What is being asked: Looking at the records below, state how many lines include the string "Transcribe" and add nothing further.

Data to use:
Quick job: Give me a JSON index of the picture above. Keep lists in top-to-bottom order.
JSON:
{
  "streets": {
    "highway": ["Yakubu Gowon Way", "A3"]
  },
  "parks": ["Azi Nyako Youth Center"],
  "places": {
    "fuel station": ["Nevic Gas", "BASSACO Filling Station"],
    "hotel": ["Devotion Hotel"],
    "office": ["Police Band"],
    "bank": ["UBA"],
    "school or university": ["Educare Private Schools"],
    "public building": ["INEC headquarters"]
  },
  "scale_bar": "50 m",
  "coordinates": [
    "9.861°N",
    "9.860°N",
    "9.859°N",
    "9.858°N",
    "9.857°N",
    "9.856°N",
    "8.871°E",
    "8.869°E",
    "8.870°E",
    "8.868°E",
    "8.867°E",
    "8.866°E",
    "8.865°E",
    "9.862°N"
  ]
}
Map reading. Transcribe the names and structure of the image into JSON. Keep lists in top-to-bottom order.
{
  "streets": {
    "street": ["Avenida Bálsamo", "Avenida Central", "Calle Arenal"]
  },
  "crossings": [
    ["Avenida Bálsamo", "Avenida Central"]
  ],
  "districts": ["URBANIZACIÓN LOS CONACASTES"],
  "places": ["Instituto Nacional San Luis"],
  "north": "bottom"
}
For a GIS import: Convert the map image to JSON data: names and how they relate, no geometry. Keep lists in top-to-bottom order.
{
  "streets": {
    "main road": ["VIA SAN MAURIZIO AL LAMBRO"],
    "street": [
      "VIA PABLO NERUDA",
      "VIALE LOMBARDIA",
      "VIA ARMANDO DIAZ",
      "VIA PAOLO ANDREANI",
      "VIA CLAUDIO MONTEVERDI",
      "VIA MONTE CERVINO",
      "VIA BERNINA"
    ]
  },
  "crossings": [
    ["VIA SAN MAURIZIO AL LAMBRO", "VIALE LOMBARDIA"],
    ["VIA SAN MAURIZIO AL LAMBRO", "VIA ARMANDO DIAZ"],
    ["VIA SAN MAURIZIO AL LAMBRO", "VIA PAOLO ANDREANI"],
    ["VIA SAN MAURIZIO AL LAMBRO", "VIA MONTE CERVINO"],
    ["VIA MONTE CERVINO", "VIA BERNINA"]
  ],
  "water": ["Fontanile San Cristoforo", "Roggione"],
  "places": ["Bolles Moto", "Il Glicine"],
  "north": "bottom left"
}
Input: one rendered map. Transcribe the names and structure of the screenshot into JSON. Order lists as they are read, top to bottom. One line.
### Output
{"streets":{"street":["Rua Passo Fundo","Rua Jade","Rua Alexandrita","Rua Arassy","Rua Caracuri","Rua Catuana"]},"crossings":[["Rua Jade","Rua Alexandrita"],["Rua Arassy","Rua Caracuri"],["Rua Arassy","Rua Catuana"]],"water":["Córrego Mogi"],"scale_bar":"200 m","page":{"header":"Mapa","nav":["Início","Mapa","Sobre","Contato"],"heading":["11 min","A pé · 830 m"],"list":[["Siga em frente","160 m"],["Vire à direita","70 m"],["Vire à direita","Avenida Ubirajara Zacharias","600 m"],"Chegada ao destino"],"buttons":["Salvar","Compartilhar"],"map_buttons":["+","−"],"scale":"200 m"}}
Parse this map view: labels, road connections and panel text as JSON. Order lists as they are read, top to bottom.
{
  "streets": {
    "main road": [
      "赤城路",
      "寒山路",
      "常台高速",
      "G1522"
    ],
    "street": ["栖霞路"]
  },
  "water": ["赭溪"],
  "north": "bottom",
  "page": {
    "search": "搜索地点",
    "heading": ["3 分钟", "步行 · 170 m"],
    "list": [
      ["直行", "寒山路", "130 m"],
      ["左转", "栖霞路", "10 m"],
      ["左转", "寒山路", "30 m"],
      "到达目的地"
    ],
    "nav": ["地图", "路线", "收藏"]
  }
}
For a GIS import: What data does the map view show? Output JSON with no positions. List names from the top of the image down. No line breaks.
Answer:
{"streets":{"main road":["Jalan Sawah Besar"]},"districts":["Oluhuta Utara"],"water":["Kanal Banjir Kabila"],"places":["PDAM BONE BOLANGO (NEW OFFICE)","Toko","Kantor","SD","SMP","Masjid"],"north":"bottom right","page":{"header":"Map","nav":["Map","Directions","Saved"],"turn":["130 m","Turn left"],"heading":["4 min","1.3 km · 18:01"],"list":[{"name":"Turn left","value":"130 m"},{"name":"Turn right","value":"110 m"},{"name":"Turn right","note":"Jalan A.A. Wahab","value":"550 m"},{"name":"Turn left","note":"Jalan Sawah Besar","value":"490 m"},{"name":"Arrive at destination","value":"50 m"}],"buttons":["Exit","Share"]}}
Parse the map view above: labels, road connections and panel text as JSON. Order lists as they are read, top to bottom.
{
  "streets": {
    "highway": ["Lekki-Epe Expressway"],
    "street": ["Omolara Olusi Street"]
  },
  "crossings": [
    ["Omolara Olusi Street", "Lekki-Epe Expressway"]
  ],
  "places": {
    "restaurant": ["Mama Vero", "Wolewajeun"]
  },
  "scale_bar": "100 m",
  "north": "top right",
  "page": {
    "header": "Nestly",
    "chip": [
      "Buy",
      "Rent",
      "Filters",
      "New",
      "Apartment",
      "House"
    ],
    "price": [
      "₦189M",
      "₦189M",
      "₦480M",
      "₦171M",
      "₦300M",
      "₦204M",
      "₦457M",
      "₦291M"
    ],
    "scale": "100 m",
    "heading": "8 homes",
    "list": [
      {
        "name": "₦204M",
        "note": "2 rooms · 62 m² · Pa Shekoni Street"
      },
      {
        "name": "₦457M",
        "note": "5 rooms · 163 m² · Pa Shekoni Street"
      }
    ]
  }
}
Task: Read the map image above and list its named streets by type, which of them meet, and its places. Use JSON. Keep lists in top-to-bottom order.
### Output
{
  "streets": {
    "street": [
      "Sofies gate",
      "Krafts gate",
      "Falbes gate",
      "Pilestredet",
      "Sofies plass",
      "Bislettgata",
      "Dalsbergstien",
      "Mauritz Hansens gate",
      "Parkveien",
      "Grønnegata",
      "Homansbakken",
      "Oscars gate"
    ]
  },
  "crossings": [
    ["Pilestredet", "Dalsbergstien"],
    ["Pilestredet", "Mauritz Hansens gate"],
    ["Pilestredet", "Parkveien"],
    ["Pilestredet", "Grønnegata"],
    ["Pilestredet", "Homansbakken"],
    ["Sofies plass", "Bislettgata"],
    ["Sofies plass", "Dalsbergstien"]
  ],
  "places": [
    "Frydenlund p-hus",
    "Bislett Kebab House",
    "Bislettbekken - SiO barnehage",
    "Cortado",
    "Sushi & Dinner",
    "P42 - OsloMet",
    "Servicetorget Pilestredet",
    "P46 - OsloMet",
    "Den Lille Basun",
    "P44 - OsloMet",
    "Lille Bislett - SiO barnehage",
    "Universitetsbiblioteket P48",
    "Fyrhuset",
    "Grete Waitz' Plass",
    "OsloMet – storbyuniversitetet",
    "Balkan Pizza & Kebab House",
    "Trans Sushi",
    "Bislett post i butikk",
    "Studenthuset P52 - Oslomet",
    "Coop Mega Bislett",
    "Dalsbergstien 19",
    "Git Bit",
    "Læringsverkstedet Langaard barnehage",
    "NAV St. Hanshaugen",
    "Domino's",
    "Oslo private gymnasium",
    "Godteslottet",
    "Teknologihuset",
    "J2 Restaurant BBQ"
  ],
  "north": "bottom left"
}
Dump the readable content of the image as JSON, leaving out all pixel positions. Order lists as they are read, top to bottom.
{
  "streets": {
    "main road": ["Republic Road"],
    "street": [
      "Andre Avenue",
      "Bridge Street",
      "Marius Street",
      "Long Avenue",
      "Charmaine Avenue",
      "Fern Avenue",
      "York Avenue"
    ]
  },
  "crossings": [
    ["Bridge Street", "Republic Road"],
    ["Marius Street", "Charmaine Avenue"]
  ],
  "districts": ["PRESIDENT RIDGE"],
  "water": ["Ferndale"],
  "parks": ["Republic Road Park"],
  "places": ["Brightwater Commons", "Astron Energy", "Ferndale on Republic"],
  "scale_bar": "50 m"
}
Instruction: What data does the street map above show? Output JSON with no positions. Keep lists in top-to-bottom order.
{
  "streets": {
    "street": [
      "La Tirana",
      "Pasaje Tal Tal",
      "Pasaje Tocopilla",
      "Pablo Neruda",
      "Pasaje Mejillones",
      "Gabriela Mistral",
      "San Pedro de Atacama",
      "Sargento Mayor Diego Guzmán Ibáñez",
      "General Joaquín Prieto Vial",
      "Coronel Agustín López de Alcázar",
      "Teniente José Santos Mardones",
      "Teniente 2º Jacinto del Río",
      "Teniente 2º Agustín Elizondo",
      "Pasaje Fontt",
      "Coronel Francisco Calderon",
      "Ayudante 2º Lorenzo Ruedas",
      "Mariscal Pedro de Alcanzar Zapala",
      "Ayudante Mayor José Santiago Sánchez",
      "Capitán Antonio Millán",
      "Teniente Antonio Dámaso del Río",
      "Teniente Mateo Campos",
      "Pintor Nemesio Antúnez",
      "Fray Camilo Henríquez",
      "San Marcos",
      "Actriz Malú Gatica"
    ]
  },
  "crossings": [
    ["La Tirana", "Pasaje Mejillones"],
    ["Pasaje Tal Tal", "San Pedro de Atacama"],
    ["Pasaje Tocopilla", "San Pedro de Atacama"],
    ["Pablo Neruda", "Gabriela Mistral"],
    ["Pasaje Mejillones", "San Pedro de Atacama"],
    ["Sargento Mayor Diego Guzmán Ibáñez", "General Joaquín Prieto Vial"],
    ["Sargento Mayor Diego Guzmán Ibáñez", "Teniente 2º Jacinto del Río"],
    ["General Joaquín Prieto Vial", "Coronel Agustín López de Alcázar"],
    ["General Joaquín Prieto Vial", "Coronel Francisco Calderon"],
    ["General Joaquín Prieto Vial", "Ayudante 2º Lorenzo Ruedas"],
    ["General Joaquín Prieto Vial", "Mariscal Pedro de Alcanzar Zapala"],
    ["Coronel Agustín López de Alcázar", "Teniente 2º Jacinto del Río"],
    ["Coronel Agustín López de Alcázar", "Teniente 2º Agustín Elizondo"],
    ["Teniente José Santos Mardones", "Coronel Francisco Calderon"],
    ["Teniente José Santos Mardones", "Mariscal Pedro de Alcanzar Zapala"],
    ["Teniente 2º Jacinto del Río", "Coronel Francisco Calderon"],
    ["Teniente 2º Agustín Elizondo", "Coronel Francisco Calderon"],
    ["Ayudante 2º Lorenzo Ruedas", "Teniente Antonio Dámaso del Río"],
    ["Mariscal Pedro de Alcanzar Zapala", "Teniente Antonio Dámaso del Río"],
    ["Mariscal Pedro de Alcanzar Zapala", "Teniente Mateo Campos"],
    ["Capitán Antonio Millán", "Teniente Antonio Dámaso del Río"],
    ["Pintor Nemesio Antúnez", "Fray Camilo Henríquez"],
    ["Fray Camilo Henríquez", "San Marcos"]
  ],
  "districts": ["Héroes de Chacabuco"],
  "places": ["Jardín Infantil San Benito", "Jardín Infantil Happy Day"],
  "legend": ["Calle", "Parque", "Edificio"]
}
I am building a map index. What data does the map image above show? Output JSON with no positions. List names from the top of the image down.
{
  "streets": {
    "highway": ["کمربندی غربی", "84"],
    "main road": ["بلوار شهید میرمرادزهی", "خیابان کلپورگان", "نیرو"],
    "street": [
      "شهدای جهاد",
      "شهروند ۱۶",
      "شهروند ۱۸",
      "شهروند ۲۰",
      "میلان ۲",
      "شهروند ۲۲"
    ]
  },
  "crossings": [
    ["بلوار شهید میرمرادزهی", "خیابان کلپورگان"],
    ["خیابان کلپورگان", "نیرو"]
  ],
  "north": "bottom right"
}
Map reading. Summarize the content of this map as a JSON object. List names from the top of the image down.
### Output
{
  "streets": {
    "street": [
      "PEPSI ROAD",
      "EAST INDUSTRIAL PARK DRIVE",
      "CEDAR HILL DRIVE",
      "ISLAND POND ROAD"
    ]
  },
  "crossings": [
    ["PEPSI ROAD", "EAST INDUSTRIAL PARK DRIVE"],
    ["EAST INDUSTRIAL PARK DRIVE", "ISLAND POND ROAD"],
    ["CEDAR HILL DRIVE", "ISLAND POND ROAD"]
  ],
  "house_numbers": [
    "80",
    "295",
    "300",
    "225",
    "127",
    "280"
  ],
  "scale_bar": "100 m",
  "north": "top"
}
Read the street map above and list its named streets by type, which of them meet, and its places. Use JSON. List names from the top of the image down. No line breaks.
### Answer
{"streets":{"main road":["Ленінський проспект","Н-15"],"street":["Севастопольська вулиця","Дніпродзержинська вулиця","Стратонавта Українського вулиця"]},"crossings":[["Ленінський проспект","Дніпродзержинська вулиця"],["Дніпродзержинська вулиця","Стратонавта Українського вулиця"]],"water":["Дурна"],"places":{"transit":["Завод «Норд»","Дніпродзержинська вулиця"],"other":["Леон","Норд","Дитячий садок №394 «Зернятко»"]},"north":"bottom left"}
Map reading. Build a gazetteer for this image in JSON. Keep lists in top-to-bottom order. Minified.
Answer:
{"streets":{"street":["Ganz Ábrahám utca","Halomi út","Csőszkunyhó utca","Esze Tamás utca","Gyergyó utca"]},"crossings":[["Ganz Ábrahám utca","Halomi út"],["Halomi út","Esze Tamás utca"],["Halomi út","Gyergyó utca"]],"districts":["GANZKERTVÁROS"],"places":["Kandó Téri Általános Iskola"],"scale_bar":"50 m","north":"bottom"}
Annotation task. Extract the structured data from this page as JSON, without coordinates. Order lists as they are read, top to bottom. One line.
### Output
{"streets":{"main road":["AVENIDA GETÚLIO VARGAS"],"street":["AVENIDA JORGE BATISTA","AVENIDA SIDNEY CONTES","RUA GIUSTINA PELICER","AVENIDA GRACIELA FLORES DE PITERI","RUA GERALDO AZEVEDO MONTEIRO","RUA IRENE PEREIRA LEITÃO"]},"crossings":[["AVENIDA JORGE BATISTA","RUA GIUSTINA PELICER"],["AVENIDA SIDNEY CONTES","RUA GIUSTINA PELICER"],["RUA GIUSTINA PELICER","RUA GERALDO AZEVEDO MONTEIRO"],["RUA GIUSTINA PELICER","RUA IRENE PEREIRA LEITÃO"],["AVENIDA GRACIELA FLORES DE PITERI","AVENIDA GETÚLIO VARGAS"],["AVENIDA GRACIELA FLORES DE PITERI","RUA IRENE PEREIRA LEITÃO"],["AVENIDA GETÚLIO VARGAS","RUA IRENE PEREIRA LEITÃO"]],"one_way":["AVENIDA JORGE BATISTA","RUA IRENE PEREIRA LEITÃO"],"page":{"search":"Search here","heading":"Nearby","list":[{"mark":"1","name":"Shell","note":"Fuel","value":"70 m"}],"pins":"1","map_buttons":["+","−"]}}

Result for this task: 2